● **Task brief**: Produce an exact copy of the line containing "sky.addColorStop(0, '#13161b');" and of every line after it in the material below, ending with the final line.

===== Study material =====

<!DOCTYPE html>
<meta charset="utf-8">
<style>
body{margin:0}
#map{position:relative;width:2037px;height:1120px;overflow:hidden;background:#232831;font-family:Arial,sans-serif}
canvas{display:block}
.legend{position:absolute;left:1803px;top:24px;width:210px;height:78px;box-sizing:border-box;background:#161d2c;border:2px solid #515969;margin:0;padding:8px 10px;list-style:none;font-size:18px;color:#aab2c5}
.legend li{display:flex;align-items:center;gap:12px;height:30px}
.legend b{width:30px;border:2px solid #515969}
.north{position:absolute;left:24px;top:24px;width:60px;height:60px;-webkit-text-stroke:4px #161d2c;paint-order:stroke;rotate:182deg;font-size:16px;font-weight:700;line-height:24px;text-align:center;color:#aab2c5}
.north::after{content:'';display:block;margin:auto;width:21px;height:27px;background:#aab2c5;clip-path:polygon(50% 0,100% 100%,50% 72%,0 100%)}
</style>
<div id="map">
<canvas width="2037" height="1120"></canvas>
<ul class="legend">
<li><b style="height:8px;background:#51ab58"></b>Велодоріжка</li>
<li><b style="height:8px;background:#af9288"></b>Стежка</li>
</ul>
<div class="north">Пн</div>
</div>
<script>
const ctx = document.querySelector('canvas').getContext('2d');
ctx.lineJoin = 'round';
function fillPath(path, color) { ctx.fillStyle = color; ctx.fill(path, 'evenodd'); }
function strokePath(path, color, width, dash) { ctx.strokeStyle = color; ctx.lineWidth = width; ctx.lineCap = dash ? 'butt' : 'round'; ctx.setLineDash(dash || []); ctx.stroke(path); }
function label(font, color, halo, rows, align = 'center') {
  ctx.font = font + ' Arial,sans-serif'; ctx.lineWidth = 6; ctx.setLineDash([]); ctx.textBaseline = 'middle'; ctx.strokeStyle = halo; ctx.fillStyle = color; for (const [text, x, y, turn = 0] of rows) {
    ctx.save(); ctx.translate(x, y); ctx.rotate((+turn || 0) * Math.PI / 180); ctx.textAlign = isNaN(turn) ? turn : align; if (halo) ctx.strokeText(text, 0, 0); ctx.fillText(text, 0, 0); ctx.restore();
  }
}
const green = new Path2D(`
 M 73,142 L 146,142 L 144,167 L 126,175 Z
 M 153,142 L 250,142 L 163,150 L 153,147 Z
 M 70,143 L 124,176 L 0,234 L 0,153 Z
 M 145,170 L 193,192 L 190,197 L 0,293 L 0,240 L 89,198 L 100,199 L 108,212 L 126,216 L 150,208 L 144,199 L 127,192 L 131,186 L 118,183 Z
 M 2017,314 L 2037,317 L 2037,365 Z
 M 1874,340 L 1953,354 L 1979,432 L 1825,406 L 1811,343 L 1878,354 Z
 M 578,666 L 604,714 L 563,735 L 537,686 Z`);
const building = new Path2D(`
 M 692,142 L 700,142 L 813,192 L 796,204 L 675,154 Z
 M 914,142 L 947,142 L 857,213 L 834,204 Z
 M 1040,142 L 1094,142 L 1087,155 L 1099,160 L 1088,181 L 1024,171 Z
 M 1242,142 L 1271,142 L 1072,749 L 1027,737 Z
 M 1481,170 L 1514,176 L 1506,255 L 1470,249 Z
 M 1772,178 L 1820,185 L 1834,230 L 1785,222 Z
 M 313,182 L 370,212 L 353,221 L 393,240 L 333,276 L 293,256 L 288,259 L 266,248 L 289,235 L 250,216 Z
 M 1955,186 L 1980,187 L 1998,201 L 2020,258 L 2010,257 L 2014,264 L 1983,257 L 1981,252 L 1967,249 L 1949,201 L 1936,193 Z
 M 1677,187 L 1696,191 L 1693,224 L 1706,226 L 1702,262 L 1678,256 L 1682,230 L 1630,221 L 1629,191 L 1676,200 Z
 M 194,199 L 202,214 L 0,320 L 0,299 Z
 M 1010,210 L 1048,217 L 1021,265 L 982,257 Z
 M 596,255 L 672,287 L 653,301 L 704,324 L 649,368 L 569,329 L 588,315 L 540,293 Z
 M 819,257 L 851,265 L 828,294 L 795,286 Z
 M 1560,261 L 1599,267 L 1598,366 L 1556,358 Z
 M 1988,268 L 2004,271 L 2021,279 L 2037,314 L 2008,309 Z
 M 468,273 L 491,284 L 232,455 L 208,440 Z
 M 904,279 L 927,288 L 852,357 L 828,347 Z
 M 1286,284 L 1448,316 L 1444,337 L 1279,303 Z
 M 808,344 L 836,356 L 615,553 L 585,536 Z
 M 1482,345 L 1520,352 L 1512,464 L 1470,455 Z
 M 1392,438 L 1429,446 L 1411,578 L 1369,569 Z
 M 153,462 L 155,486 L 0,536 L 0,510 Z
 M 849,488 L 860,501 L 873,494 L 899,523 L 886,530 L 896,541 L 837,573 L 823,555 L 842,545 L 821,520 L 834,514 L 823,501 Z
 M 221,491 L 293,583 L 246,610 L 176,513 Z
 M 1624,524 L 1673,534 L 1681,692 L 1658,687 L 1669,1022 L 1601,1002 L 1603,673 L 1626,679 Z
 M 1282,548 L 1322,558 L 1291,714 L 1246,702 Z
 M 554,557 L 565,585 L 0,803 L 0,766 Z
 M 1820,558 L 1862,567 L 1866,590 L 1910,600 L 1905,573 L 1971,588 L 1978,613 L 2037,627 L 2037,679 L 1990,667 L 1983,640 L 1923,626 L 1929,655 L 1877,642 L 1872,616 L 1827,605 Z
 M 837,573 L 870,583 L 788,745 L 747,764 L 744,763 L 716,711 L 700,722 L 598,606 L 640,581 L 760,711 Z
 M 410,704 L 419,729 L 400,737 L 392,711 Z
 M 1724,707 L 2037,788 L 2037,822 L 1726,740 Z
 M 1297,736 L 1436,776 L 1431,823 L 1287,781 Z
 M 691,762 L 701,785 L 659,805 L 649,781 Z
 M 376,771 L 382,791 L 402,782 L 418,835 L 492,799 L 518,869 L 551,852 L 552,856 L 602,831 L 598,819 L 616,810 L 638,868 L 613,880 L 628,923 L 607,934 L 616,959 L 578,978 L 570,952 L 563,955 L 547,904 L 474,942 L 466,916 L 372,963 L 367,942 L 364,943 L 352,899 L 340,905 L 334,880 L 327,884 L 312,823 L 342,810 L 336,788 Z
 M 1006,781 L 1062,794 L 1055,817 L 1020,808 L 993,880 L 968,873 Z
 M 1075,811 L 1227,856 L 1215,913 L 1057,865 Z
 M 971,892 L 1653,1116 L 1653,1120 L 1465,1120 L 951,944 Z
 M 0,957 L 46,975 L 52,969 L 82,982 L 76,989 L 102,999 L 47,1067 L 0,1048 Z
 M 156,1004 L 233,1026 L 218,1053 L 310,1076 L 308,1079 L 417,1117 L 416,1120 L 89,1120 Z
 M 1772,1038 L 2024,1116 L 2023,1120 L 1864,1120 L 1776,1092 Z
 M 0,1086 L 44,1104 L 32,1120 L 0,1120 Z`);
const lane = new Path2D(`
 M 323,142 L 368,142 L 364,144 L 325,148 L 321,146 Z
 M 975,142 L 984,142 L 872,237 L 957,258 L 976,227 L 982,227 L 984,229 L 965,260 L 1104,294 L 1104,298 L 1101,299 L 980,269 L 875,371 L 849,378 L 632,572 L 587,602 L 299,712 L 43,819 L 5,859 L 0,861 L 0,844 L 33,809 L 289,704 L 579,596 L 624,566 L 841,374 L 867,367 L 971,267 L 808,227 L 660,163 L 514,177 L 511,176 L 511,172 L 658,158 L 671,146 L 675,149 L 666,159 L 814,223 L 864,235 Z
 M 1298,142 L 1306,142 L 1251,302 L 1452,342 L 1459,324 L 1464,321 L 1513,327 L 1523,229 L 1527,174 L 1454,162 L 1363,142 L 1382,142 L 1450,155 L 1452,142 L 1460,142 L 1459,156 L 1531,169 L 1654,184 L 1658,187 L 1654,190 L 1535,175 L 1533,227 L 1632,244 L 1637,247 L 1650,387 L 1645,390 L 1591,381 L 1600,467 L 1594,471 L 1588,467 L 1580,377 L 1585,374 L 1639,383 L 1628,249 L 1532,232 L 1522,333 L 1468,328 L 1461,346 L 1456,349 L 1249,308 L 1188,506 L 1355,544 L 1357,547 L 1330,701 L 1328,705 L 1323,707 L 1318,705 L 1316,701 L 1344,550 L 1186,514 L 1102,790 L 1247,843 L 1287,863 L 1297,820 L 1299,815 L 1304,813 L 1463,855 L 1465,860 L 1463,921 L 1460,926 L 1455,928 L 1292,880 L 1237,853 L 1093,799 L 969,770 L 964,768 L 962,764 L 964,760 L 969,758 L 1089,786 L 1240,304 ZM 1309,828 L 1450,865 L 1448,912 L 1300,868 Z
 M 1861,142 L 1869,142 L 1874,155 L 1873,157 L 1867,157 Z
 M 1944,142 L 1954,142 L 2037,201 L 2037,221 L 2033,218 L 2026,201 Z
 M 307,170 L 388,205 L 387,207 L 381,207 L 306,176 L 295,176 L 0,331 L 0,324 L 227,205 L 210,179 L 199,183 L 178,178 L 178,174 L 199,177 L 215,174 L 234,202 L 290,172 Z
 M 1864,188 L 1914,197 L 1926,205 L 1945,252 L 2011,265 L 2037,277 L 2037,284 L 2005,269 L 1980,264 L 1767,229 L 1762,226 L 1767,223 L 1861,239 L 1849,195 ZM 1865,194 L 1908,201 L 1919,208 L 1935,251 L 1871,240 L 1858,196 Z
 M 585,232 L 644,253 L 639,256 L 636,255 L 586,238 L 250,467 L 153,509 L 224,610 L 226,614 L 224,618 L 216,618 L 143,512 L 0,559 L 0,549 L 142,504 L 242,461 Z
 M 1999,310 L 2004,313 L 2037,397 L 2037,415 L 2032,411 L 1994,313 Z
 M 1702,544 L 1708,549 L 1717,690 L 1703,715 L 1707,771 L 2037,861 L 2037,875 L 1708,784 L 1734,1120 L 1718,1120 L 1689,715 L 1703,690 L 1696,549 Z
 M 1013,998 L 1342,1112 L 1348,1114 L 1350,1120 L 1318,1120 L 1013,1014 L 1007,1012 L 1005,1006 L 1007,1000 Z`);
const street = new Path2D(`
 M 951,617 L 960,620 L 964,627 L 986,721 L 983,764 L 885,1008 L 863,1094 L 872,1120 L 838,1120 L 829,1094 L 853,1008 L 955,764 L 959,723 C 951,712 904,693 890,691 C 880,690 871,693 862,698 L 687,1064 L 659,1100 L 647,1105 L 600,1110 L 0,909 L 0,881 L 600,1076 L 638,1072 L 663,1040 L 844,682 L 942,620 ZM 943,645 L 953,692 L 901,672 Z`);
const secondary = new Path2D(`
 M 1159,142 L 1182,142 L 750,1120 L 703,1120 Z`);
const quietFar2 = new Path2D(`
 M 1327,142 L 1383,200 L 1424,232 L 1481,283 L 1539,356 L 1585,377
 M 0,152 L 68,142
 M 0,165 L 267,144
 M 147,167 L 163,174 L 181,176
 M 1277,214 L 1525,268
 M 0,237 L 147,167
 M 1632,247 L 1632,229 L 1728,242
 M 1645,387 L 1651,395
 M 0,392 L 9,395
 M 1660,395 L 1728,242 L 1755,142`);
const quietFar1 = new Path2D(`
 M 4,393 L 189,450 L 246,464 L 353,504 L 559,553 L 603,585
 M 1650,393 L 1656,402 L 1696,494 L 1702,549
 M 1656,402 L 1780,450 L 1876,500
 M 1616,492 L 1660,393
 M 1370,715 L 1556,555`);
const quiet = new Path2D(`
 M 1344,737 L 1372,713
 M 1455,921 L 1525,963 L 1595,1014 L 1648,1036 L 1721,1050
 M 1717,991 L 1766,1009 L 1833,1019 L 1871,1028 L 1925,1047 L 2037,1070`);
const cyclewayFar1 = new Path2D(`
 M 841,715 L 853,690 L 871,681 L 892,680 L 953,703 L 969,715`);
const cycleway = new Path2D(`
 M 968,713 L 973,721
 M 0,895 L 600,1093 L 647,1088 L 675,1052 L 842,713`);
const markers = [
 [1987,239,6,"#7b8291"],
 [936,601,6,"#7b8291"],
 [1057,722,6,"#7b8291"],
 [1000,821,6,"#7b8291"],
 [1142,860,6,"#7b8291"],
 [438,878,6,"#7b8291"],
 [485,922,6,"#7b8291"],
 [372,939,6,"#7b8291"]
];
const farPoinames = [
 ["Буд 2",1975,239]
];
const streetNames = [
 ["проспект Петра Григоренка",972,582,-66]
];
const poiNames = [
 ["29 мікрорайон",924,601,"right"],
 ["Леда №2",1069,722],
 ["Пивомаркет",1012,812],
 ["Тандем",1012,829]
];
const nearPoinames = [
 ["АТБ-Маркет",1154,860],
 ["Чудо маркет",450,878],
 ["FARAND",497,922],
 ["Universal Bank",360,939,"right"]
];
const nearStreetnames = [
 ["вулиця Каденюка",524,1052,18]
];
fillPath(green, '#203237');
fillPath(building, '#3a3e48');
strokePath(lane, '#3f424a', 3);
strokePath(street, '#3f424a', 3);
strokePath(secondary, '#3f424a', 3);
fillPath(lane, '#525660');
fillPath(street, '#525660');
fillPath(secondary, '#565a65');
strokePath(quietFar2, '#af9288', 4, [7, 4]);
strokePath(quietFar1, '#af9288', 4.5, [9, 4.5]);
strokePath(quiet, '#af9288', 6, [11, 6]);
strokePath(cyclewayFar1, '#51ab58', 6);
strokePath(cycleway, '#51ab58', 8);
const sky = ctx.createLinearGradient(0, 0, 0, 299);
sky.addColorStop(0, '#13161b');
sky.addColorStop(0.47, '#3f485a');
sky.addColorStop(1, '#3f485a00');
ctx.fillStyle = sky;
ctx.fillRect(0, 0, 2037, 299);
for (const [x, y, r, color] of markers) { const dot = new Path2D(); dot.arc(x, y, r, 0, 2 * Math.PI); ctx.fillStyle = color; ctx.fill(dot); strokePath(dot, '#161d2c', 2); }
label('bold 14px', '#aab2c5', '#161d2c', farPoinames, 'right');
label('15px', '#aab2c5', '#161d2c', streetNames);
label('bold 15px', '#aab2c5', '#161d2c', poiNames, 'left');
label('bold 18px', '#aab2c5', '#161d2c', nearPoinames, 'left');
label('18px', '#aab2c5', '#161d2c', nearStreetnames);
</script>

=====

● **Result for this exercise**:
sky.addColorStop(0, '#13161b');
sky.addColorStop(0.47, '#3f485a');
sky.addColorStop(1, '#3f485a00');
ctx.fillStyle = sky;
ctx.fillRect(0, 0, 2037, 299);
for (const [x, y, r, color] of markers) { const dot = new Path2D(); dot.arc(x, y, r, 0, 2 * Math.PI); ctx.fillStyle = color; ctx.fill(dot); strokePath(dot, '#161d2c', 2); }
label('bold 14px', '#aab2c5', '#161d2c', farPoinames, 'right');
label('15px', '#aab2c5', '#161d2c', streetNames);
label('bold 15px', '#aab2c5', '#161d2c', poiNames, 'left');
label('bold 18px', '#aab2c5', '#161d2c', nearPoinames, 'left');
label('18px', '#aab2c5', '#161d2c', nearStreetnames);
</script>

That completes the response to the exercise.